_Problem statement:_ Going from the top of the data below, give again each line through the one containing "c.font = font", both ends kept.

_Task inputs:_

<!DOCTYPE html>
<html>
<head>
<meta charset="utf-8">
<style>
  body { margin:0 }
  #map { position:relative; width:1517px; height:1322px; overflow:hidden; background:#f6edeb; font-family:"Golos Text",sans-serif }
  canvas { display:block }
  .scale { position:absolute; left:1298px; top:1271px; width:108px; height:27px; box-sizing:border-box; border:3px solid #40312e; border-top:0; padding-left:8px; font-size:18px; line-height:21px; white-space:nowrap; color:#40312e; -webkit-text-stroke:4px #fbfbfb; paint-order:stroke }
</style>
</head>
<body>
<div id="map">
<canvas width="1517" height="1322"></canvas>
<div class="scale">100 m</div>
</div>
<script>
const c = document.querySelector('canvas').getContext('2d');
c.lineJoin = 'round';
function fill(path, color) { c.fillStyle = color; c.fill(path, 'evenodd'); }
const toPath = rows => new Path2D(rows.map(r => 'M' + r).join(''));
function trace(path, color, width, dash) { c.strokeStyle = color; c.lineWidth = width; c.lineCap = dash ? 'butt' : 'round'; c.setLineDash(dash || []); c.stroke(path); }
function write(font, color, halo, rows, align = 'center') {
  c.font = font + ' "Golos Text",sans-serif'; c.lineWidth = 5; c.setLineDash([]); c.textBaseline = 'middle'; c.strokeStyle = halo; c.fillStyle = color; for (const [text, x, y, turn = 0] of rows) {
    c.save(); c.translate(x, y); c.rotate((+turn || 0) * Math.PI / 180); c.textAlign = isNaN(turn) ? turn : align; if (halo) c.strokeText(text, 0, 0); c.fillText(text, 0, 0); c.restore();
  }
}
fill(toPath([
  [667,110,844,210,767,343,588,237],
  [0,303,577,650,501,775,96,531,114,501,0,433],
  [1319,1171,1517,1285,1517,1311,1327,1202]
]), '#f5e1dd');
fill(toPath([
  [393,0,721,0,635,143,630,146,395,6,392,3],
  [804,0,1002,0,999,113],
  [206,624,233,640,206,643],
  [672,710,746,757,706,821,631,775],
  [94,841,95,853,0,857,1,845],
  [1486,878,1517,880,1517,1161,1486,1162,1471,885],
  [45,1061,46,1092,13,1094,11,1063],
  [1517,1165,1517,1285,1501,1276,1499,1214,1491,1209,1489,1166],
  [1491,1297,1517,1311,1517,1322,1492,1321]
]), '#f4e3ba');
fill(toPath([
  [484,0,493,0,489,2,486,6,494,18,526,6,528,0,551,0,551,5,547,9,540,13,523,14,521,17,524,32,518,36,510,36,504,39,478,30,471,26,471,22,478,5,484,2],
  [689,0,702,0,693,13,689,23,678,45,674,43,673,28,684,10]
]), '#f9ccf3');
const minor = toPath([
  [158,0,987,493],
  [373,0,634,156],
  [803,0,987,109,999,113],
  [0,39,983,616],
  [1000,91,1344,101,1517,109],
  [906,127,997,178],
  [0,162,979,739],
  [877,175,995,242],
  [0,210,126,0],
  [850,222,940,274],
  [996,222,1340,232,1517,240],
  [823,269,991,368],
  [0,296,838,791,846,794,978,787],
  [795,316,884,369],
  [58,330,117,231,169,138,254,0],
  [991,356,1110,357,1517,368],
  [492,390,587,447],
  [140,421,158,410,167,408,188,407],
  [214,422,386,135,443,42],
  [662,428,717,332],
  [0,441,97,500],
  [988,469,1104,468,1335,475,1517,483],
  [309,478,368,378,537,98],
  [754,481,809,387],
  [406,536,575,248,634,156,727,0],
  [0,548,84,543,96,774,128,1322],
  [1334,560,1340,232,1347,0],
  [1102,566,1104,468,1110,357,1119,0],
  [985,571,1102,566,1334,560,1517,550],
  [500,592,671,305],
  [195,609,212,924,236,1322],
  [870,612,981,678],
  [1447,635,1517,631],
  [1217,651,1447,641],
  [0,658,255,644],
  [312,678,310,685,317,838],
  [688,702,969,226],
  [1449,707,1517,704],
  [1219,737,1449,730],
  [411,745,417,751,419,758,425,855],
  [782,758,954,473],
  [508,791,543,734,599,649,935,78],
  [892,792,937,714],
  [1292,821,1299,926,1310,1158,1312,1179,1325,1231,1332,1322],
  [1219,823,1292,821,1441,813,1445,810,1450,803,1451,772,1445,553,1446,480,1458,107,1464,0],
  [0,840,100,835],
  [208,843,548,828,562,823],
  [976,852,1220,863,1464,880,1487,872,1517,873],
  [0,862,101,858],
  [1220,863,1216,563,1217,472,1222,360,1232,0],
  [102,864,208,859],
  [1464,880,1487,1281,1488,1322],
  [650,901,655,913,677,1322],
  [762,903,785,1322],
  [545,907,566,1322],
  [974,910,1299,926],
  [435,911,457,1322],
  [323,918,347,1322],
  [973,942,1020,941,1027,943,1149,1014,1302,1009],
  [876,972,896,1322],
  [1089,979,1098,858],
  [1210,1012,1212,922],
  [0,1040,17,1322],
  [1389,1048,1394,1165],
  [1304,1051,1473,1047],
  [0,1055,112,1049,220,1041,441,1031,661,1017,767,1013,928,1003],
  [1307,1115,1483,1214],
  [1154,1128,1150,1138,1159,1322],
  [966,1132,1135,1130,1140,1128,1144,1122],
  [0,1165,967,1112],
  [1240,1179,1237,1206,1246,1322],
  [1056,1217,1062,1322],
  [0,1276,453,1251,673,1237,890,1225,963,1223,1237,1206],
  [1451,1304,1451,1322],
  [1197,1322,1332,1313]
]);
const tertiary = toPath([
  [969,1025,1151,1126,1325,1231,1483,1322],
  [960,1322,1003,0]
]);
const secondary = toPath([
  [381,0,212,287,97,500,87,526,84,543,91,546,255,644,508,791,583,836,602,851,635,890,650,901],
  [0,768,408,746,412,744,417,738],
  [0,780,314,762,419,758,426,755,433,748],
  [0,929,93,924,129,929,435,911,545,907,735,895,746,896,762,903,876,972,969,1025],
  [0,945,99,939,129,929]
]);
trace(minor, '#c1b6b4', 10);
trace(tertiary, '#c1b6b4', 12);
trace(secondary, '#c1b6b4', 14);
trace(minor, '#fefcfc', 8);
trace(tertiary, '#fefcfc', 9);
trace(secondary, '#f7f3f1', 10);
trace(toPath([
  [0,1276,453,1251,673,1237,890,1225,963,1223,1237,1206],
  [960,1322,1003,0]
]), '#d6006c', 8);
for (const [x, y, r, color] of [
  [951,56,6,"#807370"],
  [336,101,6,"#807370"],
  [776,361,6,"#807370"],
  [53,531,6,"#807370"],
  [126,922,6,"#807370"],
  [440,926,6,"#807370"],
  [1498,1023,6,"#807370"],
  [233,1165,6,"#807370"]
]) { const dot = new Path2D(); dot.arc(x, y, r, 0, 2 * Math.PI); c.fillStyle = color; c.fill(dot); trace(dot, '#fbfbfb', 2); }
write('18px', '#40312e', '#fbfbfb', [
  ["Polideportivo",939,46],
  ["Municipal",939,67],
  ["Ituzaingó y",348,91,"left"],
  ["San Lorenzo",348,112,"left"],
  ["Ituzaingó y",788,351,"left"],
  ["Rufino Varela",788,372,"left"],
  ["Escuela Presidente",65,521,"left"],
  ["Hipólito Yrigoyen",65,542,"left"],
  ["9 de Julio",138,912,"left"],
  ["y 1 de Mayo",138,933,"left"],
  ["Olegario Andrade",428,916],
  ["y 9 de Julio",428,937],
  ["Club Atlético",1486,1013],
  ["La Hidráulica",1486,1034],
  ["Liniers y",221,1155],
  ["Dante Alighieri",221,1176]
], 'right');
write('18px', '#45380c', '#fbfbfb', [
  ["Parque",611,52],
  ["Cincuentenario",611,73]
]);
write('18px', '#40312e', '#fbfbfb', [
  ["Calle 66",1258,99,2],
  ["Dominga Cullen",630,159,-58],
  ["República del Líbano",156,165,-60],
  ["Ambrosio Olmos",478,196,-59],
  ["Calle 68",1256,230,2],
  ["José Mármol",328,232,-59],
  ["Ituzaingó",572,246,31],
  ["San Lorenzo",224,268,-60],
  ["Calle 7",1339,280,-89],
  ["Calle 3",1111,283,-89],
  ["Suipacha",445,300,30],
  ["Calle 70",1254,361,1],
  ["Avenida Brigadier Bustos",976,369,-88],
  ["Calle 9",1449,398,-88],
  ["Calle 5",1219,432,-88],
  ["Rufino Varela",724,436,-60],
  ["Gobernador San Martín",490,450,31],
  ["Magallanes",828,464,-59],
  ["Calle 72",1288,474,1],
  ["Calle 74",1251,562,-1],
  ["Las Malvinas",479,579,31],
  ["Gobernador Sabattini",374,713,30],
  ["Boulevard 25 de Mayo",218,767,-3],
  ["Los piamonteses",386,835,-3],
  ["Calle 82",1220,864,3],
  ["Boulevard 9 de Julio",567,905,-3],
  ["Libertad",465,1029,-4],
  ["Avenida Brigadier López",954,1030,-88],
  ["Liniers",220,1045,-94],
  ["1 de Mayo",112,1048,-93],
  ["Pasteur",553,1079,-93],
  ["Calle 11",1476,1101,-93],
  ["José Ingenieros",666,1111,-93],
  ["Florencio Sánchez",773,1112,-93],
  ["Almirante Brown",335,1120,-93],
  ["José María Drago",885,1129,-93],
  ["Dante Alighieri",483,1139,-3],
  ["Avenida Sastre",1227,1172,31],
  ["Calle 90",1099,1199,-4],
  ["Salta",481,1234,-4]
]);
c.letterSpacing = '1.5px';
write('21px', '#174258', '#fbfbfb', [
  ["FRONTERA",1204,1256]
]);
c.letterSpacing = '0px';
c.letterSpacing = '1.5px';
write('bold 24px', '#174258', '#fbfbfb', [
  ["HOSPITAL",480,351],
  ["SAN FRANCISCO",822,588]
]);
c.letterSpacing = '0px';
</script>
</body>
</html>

_The completed task:_
<!DOCTYPE html>
<html>
<head>
<meta charset="utf-8">
<style>
  body { margin:0 }
  #map { position:relative; width:1517px; height:1322px; overflow:hidden; background:#f6edeb; font-family:"Golos Text",sans-serif }
  canvas { display:block }
  .scale { position:absolute; left:1298px; top:1271px; width:108px; height:27px; box-sizing:border-box; border:3px solid #40312e; border-top:0; padding-left:8px; font-size:18px; line-height:21px; white-space:nowrap; color:#40312e; -webkit-text-stroke:4px #fbfbfb; paint-order:stroke }
</style>
</head>
<body>
<div id="map">
<canvas width="1517" height="1322"></canvas>
<div class="scale">100 m</div>
</div>
<script>
const c = document.querySelector('canvas').getContext('2d');
c.lineJoin = 'round';
function fill(path, color) { c.fillStyle = color; c.fill(path, 'evenodd'); }
const toPath = rows => new Path2D(rows.map(r => 'M' + r).join(''));
function trace(path, color, width, dash) { c.strokeStyle = color; c.lineWidth = width; c.lineCap = dash ? 'butt' : 'round'; c.setLineDash(dash || []); c.stroke(path); }
function write(font, color, halo, rows, align = 'center') {
  c.font = font + ' "Golos Text",sans-serif'; c.lineWidth = 5; c.setLineDash([]); c.textBaseline = 'middle'; c.strokeStyle = halo; c.fillStyle = color; for (const [text, x, y, turn = 0] of rows) {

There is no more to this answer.